Barre Belle’s vision is encapsulated in its logo, designed by Calgary design agency, Wax. The logo features the ribbons of a pair of ballet pointe shoes forming an X shape underneath a barre. The pointe shoe ribbons pay tribute to ballet (the origin of barre) “but in an edgy way with a focus on fitness,” explains Stuart.
Onwards and upwards
As Barre Belle’s doors continuously welcome new students, Stuart can’t help but reflect on how incredible the journey up to this point has been.

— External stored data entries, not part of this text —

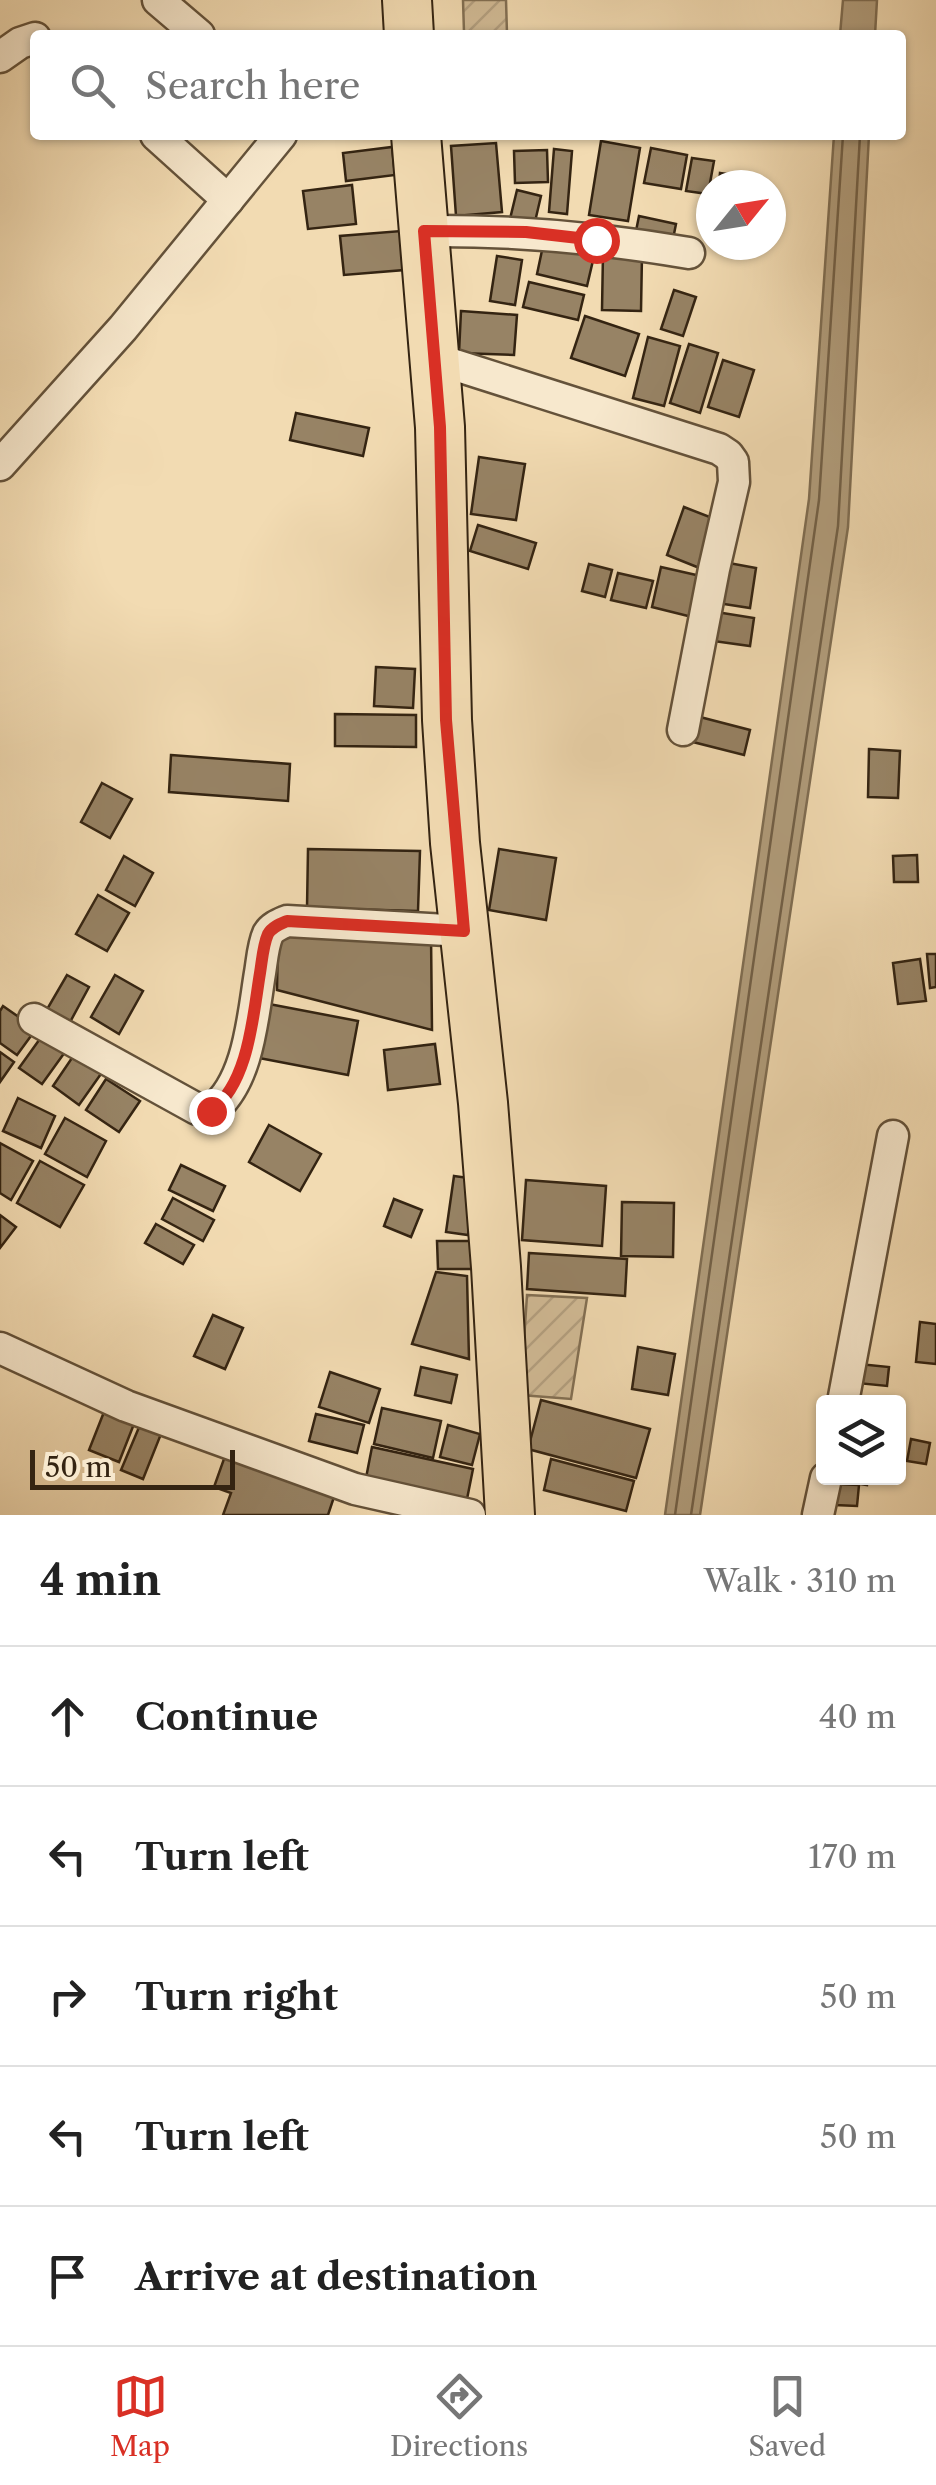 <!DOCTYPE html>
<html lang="en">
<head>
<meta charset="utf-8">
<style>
  body { margin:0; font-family:"Libre Caslon Text",serif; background:#f6f6f6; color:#222 }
  .controls { position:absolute; right:30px; bottom:30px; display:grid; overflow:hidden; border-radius:10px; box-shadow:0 2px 8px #0004 }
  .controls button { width:90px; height:90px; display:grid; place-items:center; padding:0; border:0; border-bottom:2px solid #e0e0e0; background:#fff; color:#222; font:50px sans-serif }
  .compass { position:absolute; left:696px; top:170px; width:90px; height:90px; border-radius:50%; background:#fff; box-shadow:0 2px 8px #0004; rotate:60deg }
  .scale { position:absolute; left:30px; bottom:25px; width:205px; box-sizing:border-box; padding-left:10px; border:5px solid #342412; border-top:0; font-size:28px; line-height:35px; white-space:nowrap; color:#342412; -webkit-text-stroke:8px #f7e8cd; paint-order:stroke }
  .stop { position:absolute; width:30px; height:30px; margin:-22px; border:8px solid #d93025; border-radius:50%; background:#fff }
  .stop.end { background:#d93025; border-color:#fff; box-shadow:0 2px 10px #0008 }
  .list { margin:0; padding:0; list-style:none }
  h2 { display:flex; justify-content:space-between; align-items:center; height:130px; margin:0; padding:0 40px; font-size:42px }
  h2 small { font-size:32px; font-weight:400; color:#767676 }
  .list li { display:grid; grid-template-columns:65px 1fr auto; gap:30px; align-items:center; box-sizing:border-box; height:140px; padding:0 40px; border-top:2px solid #e0e0e0 }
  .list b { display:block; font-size:38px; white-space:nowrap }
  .list em { font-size:32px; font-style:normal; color:#767676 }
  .icon { flex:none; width:55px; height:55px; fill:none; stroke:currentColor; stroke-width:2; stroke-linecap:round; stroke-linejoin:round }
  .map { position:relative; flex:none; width:936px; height:1515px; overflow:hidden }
  .search { position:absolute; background:#fff; box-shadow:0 2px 8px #0004; left:30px; right:30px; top:30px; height:110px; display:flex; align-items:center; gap:25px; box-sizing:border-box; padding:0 35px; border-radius:10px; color:#767676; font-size:38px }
  .sheet { height:830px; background:#fff }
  nav { display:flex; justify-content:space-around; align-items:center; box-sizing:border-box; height:140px; border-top:2px solid #e0e0e0; background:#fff; font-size:28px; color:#767676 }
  nav a { display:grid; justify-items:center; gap:5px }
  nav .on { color:#d93025 }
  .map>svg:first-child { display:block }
  .garden { fill:url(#garden-furrows); stroke:#837054; stroke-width:2.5 }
  .water { fill:#b19d7c; stroke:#7f6d52; stroke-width:2.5 }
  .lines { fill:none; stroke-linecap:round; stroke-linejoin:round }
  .shore { stroke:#726047; stroke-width:2.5 }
  .building { fill:#978365; stroke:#342412; stroke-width:2.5 }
  .minor-casing { stroke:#64523a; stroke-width:35 }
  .primary-casing { stroke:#342412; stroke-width:52 }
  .minor { stroke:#f7e8cd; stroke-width:30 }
  .primary { stroke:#f2dbb2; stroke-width:48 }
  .route { stroke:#d93025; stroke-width:12 }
</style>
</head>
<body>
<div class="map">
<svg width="936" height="1515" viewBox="0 0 936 1515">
  <defs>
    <pattern id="garden-furrows" width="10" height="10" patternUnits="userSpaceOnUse" patternTransform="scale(2.5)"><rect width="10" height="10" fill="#d2bc97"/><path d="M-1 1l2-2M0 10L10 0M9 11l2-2" fill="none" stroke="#b5a181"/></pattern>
  </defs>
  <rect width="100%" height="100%" fill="#f2dbb2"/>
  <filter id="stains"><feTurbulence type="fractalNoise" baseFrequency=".002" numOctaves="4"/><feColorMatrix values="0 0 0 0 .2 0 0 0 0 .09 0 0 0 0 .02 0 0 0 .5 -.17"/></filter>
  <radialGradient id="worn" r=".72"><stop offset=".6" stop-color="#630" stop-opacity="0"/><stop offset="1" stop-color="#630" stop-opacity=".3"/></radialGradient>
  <g class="garden">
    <polygon points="463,0 506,0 507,34 464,32"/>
    <polygon points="527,1295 587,1298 571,1399 521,1395 508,1343 524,1341"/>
  </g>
  <g class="water">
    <polygon points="843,0 877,0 875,35 840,35"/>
    <polygon points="834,135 869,135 848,527 700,1515 665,1515 809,499"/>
  </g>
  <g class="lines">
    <g class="shore">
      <polyline points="675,1515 819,500 843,135"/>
      <polyline points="691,1515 838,526 860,135"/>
    </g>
  </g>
  <g class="building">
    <polygon points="601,141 640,148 628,221 589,215"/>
    <polygon points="496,143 502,212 456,216 451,146"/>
    <polygon points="392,147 395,175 346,181 343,153"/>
    <polygon points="651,148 687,155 681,189 644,183"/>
    <polygon points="554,149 572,151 567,214 549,212"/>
    <polygon points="547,150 548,182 515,183 514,151"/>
    <polygon points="692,158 714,161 708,194 686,191"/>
    <polygon points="720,173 748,177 747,185 719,185"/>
    <polygon points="352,185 356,224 308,229 303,191"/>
    <polygon points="517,190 541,196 534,226 510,219"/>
    <polygon points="639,216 676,224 672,244 635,236"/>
    <polygon points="401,231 404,270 344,275 340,236"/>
    <polygon points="544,241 595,252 587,286 537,274"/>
    <polygon points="603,253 642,255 641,311 602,310"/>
    <polygon points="497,256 522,260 515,305 490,301"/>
    <polygon points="529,282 584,295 578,320 523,307"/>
    <polygon points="674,290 696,297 683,336 661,329"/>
    <polygon points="461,311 517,315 514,355 459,353"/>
    <polygon points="585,316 639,334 625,376 571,358"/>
    <polygon points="648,337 680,346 664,406 633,398"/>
    <polygon points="689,344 718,353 700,413 670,403"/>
    <polygon points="723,360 754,370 739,417 708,407"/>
    <polygon points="296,413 369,428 363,456 290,440"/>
    <polygon points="479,457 525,464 516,520 471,514"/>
    <polygon points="684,507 720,521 702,569 667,555"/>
    <polygon points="478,525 536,543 528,569 470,551"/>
    <polygon points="718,561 756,568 750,608 711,602"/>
    <polygon points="589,564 612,570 605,597 582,591"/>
    <polygon points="661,567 705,577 696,618 652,607"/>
    <polygon points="618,573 653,581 646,608 611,600"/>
    <polygon points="710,611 754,618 750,646 706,640"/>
    <polygon points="376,667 415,669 413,708 374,706"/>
    <polygon points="335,714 416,715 416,747 335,746"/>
    <polygon points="700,717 750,730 744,755 693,742"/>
    <polygon points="869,749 900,751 898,798 868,797"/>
    <polygon points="171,755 290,764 288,801 169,792"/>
    <polygon points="102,783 132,799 110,838 81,822"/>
    <polygon points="308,849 420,851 418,911 307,908"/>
    <polygon points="499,849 556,858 546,920 489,910"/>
    <polygon points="917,855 918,882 894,882 893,856"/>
    <polygon points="124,856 153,873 135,906 106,890"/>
    <polygon points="98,895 129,913 107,951 76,934"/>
    <polygon points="278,930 431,934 432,1030 277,990"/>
    <polygon points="927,954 936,954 936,987 930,988"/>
    <polygon points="920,959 926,1001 898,1004 893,963"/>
    <polygon points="67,975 89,987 69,1024 46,1011"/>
    <polygon points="115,975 143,991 119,1034 91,1017"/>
    <polygon points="269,1004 358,1021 348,1075 259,1058"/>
    <polygon points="3,1006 36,1029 17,1055 0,1043 0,1011"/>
    <polygon points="42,1036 65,1052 42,1084 19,1068"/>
    <polygon points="435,1044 440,1084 388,1090 384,1050"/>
    <polygon points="0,1052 14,1062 0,1082"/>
    <polygon points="76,1052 103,1071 79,1105 53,1086"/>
    <polygon points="106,1079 140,1101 119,1132 86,1110"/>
    <polygon points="18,1098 55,1116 41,1148 3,1131"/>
    <polygon points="65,1118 106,1141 87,1177 45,1154"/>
    <polygon points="269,1125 321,1154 300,1191 249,1162"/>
    <polygon points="0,1143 33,1161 11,1200 0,1193"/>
    <polygon points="40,1161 84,1185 60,1227 17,1203"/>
    <polygon points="181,1165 225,1186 213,1211 169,1190"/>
    <polygon points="454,1176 476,1179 468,1235 446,1232"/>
    <polygon points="526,1180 606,1186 602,1246 522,1240"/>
    <polygon points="173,1198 214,1220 203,1241 162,1219"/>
    <polygon points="394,1199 422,1210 411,1237 384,1226"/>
    <polygon points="622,1202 674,1203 673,1257 621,1256"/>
    <polygon points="0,1215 16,1227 0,1248"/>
    <polygon points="156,1224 194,1245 183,1264 145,1243"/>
    <polygon points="437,1241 471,1241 472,1269 438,1269"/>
    <polygon points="529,1253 627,1259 625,1296 527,1289"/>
    <polygon points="436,1272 467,1276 469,1359 412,1344"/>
    <polygon points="213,1315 243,1328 225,1369 194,1356"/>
    <polygon points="920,1322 936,1324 936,1364 916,1362"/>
    <polygon points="638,1347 675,1354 668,1395 632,1389"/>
    <polygon points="859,1364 889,1367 887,1386 857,1383"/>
    <polygon points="421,1367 457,1375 451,1403 415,1395"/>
    <polygon points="330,1372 380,1389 369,1423 319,1407"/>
    <polygon points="541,1400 650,1429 636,1478 528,1449"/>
    <polygon points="382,1408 441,1421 433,1458 374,1444"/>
    <polygon points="104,1412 134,1424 119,1462 89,1450"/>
    <polygon points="316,1414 364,1425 357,1453 309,1441"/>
    <polygon points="140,1425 161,1434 143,1479 121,1470"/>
    <polygon points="448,1425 480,1434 472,1465 440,1457"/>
    <polygon points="911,1439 930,1443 926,1464 907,1461"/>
    <polygon points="372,1447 473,1469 467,1499 366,1478"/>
    <polygon points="225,1456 334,1497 328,1515 223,1515 231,1493 214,1487"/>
    <polygon points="551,1459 634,1481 626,1511 544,1490"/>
    <polygon points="834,1478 868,1478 867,1485 834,1480"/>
    <polygon points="836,1484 859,1485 857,1506 835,1505"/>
  </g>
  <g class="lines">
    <defs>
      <g id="minor">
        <polyline points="158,0 199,35"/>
        <polyline points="0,57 20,43 35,38"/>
        <polyline points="156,135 228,200"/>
        <path d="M424,231C513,230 601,238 689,253"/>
        <polyline points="436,359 719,449 728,455 733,462 734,482 714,569 683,730"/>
        <polyline points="0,465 123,328 281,135"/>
        <path d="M34,1019L197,1109L211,1111C249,1083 253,1015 260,973C262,961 263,945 268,934C272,927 280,924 287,921L464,931"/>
        <polyline points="0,1348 126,1406 355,1489 470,1515"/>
        <polyline points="843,1402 893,1136"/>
        <polyline points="818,1515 826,1478"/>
      </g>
      <g id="primary">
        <polyline points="407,0 409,35"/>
        <polyline points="416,135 440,427 447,720 455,843 483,1103 496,1267 510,1515"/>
      </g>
    </defs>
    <use href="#minor" class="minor-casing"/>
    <use href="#primary" class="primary-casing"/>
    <use href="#minor" class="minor"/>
    <use href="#primary" class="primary"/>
  </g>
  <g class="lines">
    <path class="route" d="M211,1111C249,1083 253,1015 260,973C262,961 263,945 268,934C272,927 280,924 287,921L464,931L446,720L440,427L424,231L526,232L596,240"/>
  </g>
  <rect width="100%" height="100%" filter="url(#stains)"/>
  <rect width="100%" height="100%" fill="url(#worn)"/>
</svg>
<div class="controls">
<button><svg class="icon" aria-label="layers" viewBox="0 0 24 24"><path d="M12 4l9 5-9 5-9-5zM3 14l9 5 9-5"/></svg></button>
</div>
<svg class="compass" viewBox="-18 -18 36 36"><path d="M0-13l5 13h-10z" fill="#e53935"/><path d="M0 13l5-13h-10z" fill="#767676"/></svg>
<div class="scale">50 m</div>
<div class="stop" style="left:596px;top:240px"></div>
<div class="stop end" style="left:211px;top:1111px"></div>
<div class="search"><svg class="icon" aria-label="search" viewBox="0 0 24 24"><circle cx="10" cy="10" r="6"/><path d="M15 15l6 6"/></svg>Search here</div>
</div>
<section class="sheet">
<h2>4 min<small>Walk · 310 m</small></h2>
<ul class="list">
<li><svg class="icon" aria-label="ahead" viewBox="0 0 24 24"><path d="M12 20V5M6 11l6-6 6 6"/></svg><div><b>Continue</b></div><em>40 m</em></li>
<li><svg class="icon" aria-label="left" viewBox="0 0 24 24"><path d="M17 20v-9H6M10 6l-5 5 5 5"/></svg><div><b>Turn left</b></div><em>170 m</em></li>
<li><svg class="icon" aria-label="right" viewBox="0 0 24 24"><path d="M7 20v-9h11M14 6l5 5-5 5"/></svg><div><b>Turn right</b></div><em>50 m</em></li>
<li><svg class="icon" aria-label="left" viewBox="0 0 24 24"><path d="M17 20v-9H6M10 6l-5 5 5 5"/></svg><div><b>Turn left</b></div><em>50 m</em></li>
<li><svg class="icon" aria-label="arrive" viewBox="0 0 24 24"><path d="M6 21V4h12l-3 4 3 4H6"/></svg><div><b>Arrive at destination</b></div></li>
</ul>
</section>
<nav>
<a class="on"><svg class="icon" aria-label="map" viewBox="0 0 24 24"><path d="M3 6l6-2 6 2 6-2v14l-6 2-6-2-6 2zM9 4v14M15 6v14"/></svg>Map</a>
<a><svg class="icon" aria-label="directions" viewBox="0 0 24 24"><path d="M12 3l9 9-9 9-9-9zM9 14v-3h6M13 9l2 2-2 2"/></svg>Directions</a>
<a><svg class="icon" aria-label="saved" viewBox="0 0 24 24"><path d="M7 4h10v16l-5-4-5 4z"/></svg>Saved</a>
</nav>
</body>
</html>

“My mind has been blown. I’m so grateful. Every morning I wake up before my alarm. I’m so excited to teach,” she states.
“I hope it’s obvious how much the Barre Belle team loves what we do. We have such a strong group of instructors, all of whom come from a dance or fitness background, and our goal is to help our students succeed.”
“When we help someone transform their body, we get to be part of how they see themselves in the mirror. It’s important, because when someone’s attitude towards their body positively changes, they feel better about themselves and their whole life improves. To me, that’s incredible.”
And if anyone knows the importance of overcoming obstacles to build the life you want, it’s Kristi Stuart.